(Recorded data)
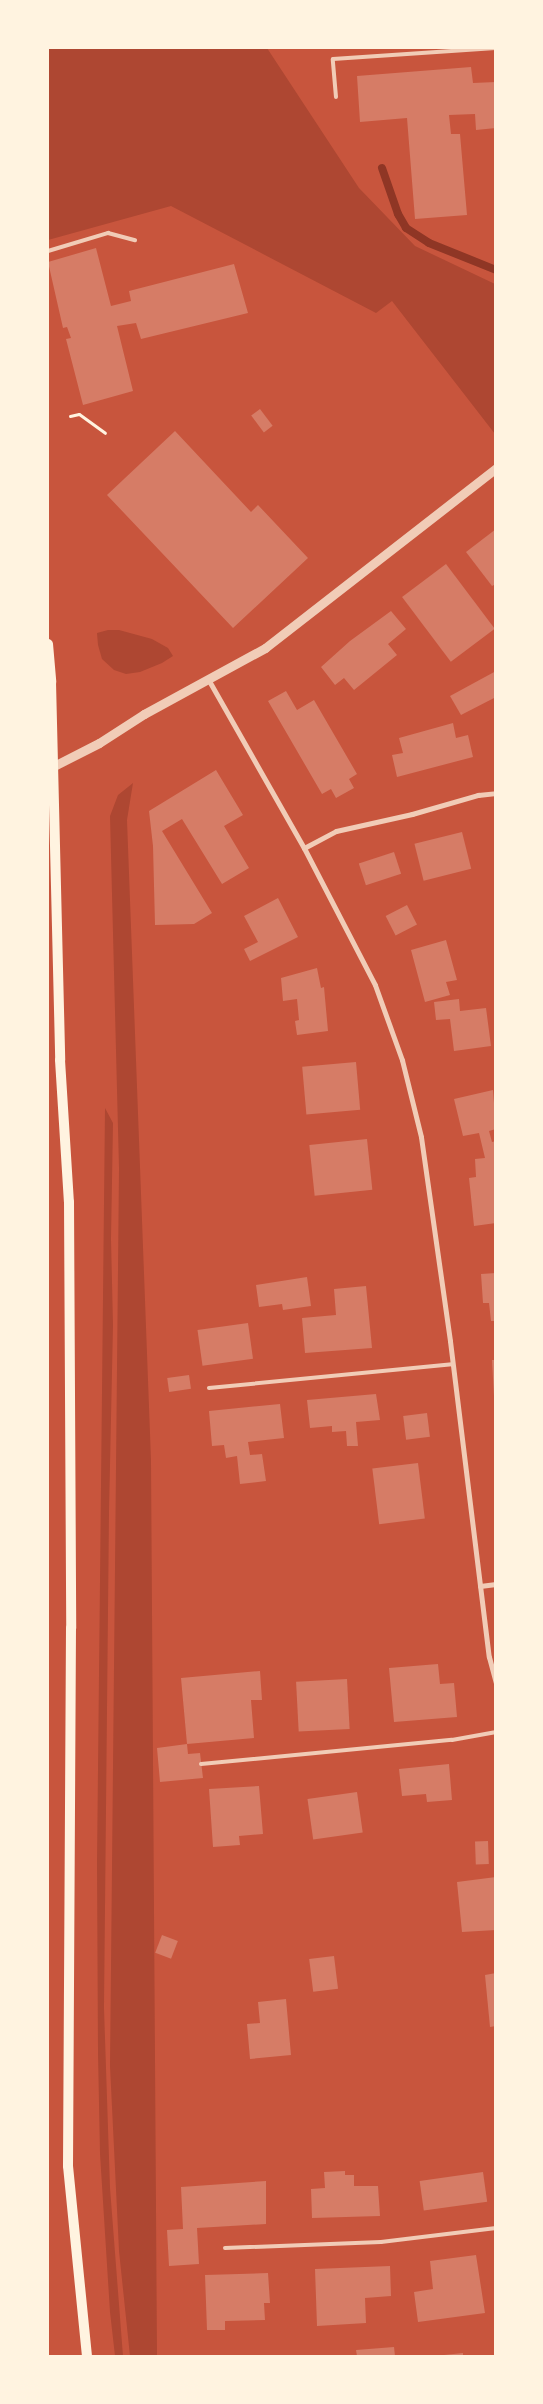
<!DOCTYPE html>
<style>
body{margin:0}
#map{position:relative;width:543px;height:2404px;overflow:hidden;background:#c8553d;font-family:"Work Sans",sans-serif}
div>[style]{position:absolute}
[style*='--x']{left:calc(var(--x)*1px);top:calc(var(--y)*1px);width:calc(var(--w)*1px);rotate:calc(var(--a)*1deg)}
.green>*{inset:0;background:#ae4732}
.stream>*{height:8px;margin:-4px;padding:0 4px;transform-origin:4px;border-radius:4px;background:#8f3625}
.building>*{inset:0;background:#d67c66;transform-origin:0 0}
.path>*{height:3px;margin:-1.5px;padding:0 1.5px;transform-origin:1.5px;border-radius:1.5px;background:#fff3e0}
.service>*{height:4px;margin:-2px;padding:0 2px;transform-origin:2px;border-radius:2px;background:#f1ccb7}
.minor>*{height:5px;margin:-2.5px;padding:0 2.5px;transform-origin:2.5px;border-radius:2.5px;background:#f1ccb7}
.tertiary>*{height:9px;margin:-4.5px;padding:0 4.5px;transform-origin:4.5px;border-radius:4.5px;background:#f1ccb7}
.secondary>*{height:10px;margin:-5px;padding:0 5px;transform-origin:5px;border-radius:5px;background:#fff3e0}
span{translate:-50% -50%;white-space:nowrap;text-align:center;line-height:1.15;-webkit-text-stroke:4.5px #fff3e0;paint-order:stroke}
.frame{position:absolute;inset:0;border:49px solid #fff3e0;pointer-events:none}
</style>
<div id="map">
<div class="green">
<i style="clip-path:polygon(48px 48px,267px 48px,359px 188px,415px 246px,495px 284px,495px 434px,392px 301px,376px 313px,171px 206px,48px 240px)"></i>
<i style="clip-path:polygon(108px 630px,119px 630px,152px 639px,168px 648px,173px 656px,162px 663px,140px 672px,126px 674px,114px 670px,102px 659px,98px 645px,97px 633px)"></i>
<i style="clip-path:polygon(133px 783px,127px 820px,151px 1460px,157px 2356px,130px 2356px,119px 2251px,110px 2066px,119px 1168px,110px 816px,118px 795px)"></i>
<i style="clip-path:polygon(105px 1108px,113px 1123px,111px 1239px,113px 1325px,109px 1512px,104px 2008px,110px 2188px,123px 2356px,115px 2356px,110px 2312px,100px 2154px,98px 2053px,97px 1863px)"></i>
</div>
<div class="stream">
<i style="--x:382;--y:168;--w:49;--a:70.8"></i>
<i style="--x:398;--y:214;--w:16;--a:60"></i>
<i style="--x:406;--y:228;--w:27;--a:33"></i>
<i style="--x:429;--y:243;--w:72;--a:21.9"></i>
</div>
<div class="building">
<i style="clip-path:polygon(471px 67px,473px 83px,496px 82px,496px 128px,476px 130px,475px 114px,449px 115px,451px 134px,460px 134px,467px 215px,415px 219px,407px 118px,360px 122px,357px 76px)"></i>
<i style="clip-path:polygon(96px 248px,111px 306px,131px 301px,129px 291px,234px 264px,248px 313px,141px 339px,136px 323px,117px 326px,133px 391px,83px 405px,66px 339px,71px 338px,67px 327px,63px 328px,48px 262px)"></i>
<i style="left:260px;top:409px;width:21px;height:11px;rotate:53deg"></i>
<i style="clip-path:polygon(175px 431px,251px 512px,258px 505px,308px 558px,233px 628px,107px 495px)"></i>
<i style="clip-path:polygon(496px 529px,496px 584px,492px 586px,466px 552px)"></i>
<i style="left:446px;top:564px;width:81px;height:55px;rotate:53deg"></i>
<i style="clip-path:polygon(391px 611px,406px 629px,388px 644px,397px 655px,354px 690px,344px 678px,335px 685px,321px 667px,350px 641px)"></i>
<i style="clip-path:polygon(496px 671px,496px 697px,461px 715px,450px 696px)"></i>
<i style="clip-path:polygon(286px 691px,297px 710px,314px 700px,357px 774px,349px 779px,354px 788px,336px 798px,331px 789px,322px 794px,268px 701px)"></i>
<i style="clip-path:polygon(453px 723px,456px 738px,468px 735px,473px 757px,397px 777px,392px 755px,403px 753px,399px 738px)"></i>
<i style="clip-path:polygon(216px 770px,243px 815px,224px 826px,249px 868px,222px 884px,182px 819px,162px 831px,212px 913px,194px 924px,155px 925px,153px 846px,149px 811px)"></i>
<i style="left:462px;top:832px;width:38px;height:49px;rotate:76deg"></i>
<i style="left:394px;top:852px;width:23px;height:37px;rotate:72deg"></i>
<i style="clip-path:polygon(278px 898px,298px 937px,250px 961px,244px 949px,258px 942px,244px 916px)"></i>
<i style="left:407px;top:905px;width:22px;height:24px;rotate:63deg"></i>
<i style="clip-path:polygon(446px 940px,457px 980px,446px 982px,450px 995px,425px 1002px,411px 950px)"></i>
<i style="clip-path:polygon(317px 968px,321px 988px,324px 987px,328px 1031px,297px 1035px,295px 1021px,299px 1020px,297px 999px,283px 1001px,281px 978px)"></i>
<i style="clip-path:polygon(459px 999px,460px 1011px,486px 1008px,491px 1046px,454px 1051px,450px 1019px,436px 1020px,434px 1002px)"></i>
<i style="left:356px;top:1062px;width:48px;height:54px;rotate:85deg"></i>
<i style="clip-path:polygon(493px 1090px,496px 1129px,489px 1131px,492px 1142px,496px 1141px,496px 1223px,474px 1226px,469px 1178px,476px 1177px,475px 1159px,485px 1158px,479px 1133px,463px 1136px,454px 1099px)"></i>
<i style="left:367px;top:1139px;width:51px;height:58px;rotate:84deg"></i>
<i style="clip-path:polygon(496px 1273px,496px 1321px,491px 1321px,489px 1303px,483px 1303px,481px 1274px)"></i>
<i style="clip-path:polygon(307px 1277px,311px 1306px,283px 1310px,282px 1304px,259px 1307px,256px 1285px)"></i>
<i style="clip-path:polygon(366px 1286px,372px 1348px,305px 1353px,302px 1318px,336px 1315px,334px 1289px)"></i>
<i style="left:248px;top:1323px;width:36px;height:51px;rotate:82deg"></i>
<i style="clip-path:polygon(492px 1360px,496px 1360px,496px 1396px,494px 1396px)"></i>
<i style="left:189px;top:1375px;width:14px;height:22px;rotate:82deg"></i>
<i style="clip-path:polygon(376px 1394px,380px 1420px,356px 1422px,358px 1446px,347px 1446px,346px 1431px,332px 1432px,332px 1426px,310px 1428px,307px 1400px)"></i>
<i style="clip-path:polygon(280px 1404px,284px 1438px,248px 1442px,250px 1455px,262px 1454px,266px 1481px,240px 1484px,237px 1456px,226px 1458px,224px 1445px,212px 1446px,209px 1411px)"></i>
<i style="left:427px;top:1413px;width:24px;height:24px;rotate:83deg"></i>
<i style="left:418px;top:1463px;width:56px;height:46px;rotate:83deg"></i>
<i style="clip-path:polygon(438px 1664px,440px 1684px,454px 1683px,457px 1717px,394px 1722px,389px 1668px)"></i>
<i style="clip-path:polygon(260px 1671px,262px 1700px,251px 1700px,254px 1738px,187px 1744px,181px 1678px)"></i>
<i style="left:347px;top:1679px;width:50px;height:51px;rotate:87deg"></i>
<i style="clip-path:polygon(187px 1744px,188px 1754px,200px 1753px,203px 1778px,160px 1782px,157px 1748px)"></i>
<i style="clip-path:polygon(449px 1764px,452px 1800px,427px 1802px,426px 1794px,402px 1796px,399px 1769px)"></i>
<i style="clip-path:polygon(259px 1786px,263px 1834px,239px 1836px,240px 1845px,213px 1847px,209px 1789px)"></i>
<i style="left:357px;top:1792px;width:41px;height:50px;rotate:82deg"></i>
<i style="left:488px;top:1841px;width:23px;height:13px;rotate:88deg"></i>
<i style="clip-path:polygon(496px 1877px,496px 1930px,462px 1932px,457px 1882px)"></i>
<i style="left:162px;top:1935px;width:17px;height:19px;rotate:21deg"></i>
<i style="left:334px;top:1956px;width:33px;height:25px;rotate:83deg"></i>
<i style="clip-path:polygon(496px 1973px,496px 2026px,490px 2027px,485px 1975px)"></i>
<i style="clip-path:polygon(286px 1999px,291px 2055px,250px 2059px,247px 2024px,260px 2023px,258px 2002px)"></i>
<i style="clip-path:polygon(345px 2171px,345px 2175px,354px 2175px,354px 2186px,378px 2186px,380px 2216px,312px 2218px,311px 2189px,325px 2188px,324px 2172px)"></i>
<i style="left:483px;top:2172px;width:30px;height:64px;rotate:82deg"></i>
<i style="clip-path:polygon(266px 2181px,266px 2224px,197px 2228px,199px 2264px,169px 2266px,167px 2230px,183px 2229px,181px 2187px)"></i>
<i style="clip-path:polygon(476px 2255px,485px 2313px,418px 2322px,414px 2292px,433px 2289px,430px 2261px)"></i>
<i style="clip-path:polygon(390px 2266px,391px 2296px,365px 2298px,366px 2323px,317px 2326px,315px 2269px)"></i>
<i style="clip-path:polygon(268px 2273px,270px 2303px,264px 2303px,265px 2320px,225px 2321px,225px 2330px,207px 2330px,205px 2275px)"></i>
<i style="clip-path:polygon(394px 2347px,395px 2356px,357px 2356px,356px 2350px)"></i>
<i style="clip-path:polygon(463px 2353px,463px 2356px,444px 2356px,444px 2355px)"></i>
</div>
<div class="path">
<i style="--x:70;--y:416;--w:9;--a:-13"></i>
<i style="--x:79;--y:414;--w:32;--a:36"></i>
</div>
<div class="service">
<i style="--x:336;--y:97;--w:38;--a:-95"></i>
<i style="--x:333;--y:59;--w:163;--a:-3.9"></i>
<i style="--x:48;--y:251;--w:63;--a:-16.7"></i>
<i style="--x:108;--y:233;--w:28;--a:15"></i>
<i style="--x:209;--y:1388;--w:244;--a:-5.6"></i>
<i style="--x:201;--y:1764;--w:252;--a:-5.5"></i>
<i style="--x:452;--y:1740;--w:45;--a:-10.3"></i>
<i style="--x:225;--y:2248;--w:156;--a:-2.2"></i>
<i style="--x:381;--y:2242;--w:116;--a:-6.9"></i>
</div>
<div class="minor">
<i style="--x:208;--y:679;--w:194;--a:60.4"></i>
<i style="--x:304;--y:848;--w:154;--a:62.6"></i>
<i style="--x:375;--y:985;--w:80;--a:70.2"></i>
<i style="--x:402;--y:1060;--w:79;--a:76.1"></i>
<i style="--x:421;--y:1137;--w:206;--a:81.9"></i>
<i style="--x:450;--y:1341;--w:318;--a:83"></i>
<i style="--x:489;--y:1657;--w:27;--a:75"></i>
<i style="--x:304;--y:848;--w:36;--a:-28"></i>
<i style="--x:336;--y:831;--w:78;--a:-12.6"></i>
<i style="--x:412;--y:814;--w:69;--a:-16.1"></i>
<i style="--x:478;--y:795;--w:18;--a:-6"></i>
<i style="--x:480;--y:1586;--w:16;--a:-7"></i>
</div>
<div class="tertiary">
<i style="--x:48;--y:769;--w:57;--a:-27"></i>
<i style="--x:99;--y:743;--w:54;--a:-32.8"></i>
<i style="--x:144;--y:714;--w:138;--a:-28.6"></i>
<i style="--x:265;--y:648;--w:293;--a:-37.9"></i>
</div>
<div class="secondary">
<i style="--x:48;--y:644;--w:38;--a:85"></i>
<i style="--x:51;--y:682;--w:378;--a:88.6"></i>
<i style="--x:60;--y:1060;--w:142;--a:86.4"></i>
<i style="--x:69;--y:1202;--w:426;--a:89.7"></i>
<i style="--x:71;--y:1628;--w:538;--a:90.32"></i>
<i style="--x:68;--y:2166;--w:191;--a:84.3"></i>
</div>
<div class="frame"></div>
</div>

→ **The task**
Lines above with "stream" in them are the ones to copy.

→ **Finished exercise**
.stream>*{height:8px;margin:-4px;padding:0 4px;transform-origin:4px;border-radius:4px;background:#8f3625}
<div class="stream">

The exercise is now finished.